> PROBLEM TO SOLVE
Leave out the pictures and output the data verbatim.

> PROVIDED RECORDS

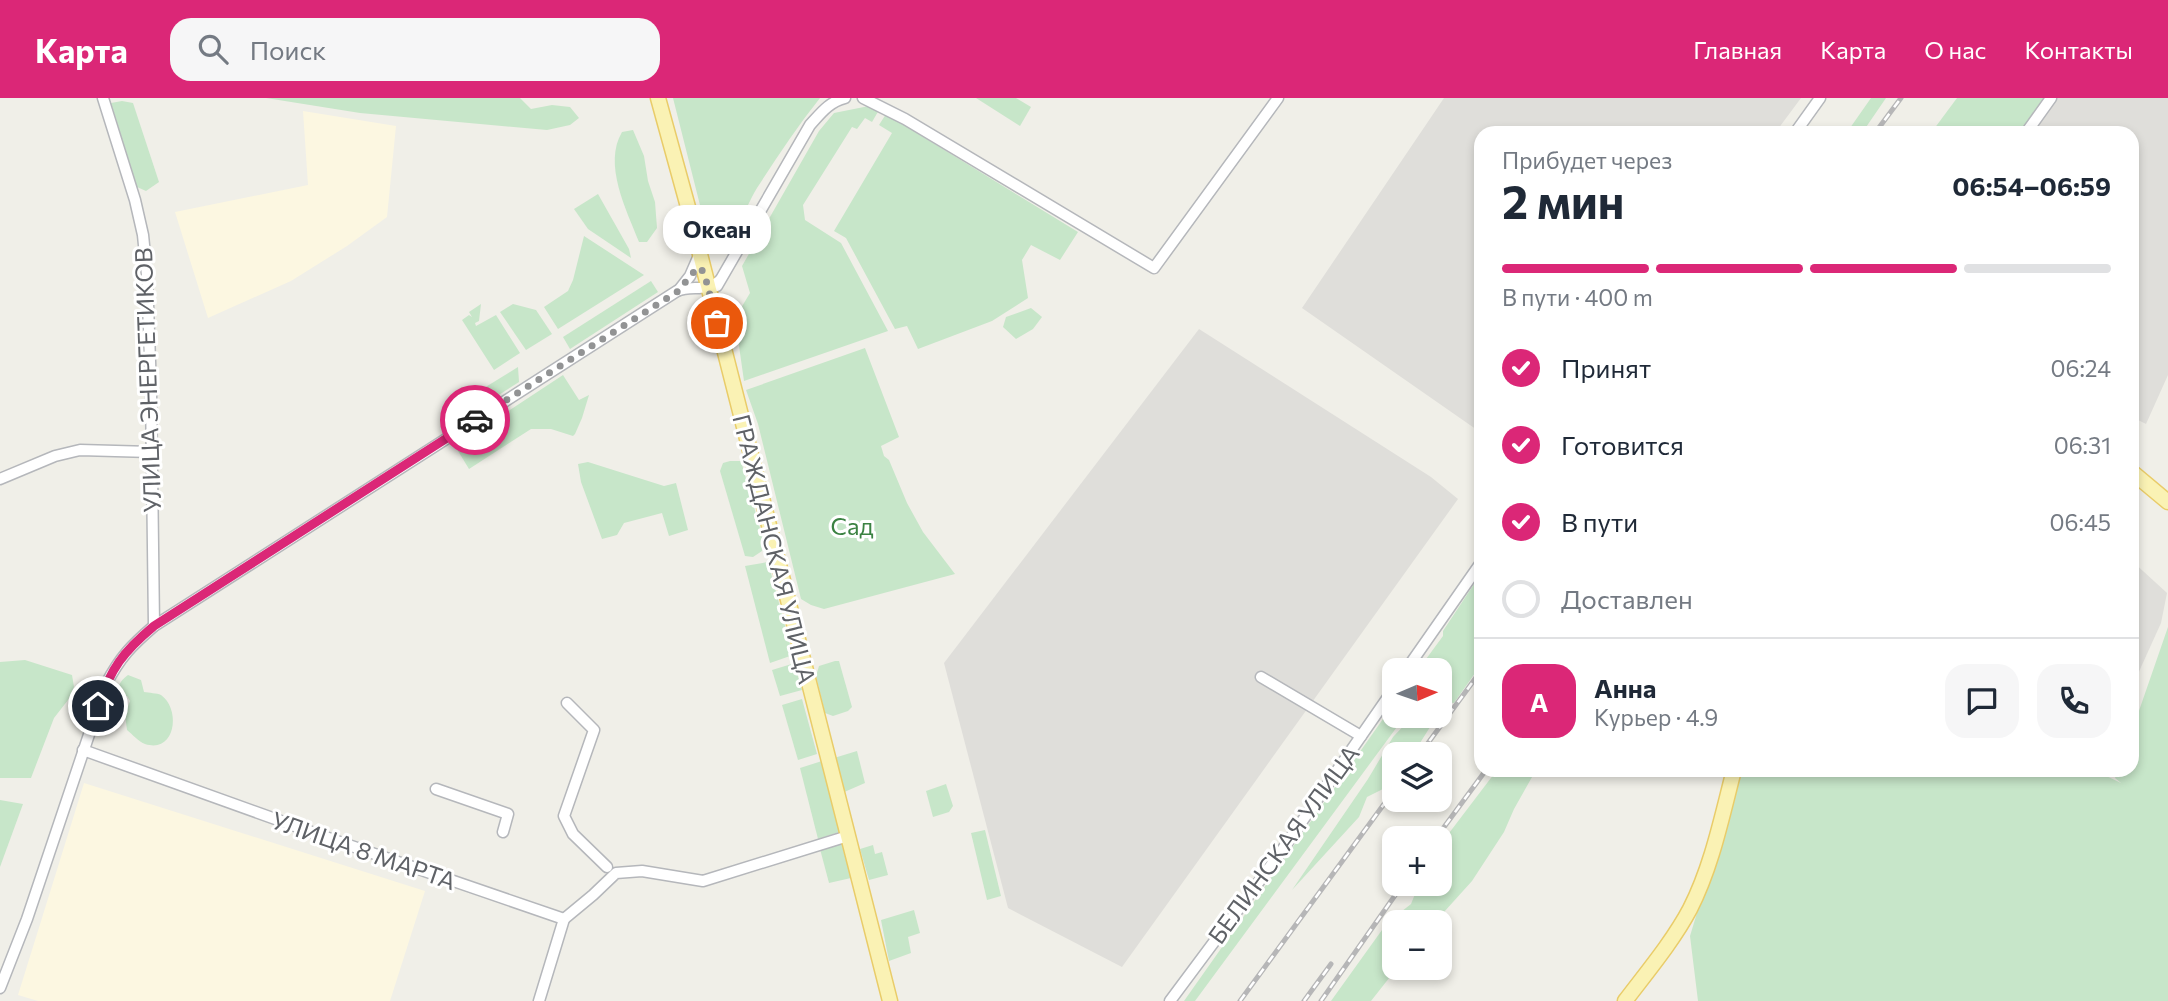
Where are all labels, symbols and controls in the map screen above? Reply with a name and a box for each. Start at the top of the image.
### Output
search box [170,18,660,81]
text: Карта [35,29,128,70]
icon: search [194,30,232,68]
text: Поиск [250,34,326,65]
text: Главная [1693,35,1782,64]
text: Карта [1820,35,1886,64]
text: О нас [1924,35,1986,64]
text: Контакты [2024,35,2133,64]
text: Прибудет через [1502,146,1672,174]
text: 06:54–06:59 [1952,170,2111,201]
text: 2 мин [1502,172,1624,228]
callout: Океан [663,204,771,253]
text: Океан [683,215,751,243]
street label: УЛИЦА ЭНЕРГЕТИКОВ [128,247,166,513]
text: В пути · 400 m [1502,283,1653,311]
pin [687,293,747,353]
icon: bag [698,304,736,342]
icon: check [1502,349,1540,387]
text: Принят [1561,352,1651,383]
text: 06:24 [2050,354,2111,382]
courier [440,385,510,455]
icon: car [456,401,494,439]
street label: ГРАЖДАНСКАЯ УЛИЦА [727,411,823,687]
icon: check [1502,426,1540,464]
text: Готовится [1561,429,1684,460]
text: 06:31 [2054,431,2111,459]
icon: check [1502,503,1540,541]
text: В пути [1561,506,1638,537]
text: 06:45 [2050,508,2111,536]
park label: Сад [831,511,873,540]
text: Доставлен [1561,583,1693,614]
north arrow [1382,658,1452,728]
map controls [1382,658,1452,980]
button: chat [1945,664,2019,738]
button: phone [2037,664,2111,738]
text: Анна [1594,672,1656,703]
pin [68,676,128,736]
text: А [1530,686,1548,717]
icon: home [79,687,117,725]
text: Курьер · 4.9 [1594,703,1718,731]
street label: БЕЛИНСКАЯ УЛИЦА [1201,739,1365,949]
button: layers [1382,742,1452,812]
street label: УЛИЦА 8 МАРТА [268,805,460,895]
button: + [1382,826,1452,896]
button: − [1382,910,1452,980]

> RESULT OF THE EXERCISE
Where are all labels, symbols and controls in the map screen above? Reply with a name and a box for each. Start at the top of the image.
### Output
search box [170,18,660,81]
text: Карта [35,29,128,70]
icon: search [194,30,232,68]
text: Поиск [250,34,326,65]
text: Главная [1693,35,1782,64]
text: Карта [1820,35,1886,64]
text: О нас [1924,35,1986,64]
text: Контакты [2024,35,2133,64]
text: Прибудет через [1502,146,1672,174]
text: 06:54–06:59 [1952,170,2111,201]
text: 2 мин [1502,172,1624,228]
callout: Океан [663,204,771,253]
text: Океан [683,215,751,243]
street label: УЛИЦА ЭНЕРГЕТИКОВ [128,247,166,513]
text: В пути · 400 m [1502,283,1653,311]
pin [687,293,747,353]
icon: bag [698,304,736,342]
icon: check [1502,349,1540,387]
text: Принят [1561,352,1651,383]
text: 06:24 [2050,354,2111,382]
courier [440,385,510,455]
icon: car [456,401,494,439]
street label: ГРАЖДАНСКАЯ УЛИЦА [727,411,823,687]
icon: check [1502,426,1540,464]
text: Готовится [1561,429,1684,460]
text: 06:31 [2054,431,2111,459]
icon: check [1502,503,1540,541]
text: В пути [1561,506,1638,537]
text: 06:45 [2050,508,2111,536]
park label: Сад [831,511,873,540]
text: Доставлен [1561,583,1693,614]
north arrow [1382,658,1452,728]
map controls [1382,658,1452,980]
button: chat [1945,664,2019,738]
button: phone [2037,664,2111,738]
text: Анна [1594,672,1656,703]
pin [68,676,128,736]
text: А [1530,686,1548,717]
icon: home [79,687,117,725]
text: Курьер · 4.9 [1594,703,1718,731]
street label: БЕЛИНСКАЯ УЛИЦА [1201,739,1365,949]
button: layers [1382,742,1452,812]
street label: УЛИЦА 8 МАРТА [268,805,460,895]
button: + [1382,826,1452,896]
button: − [1382,910,1452,980]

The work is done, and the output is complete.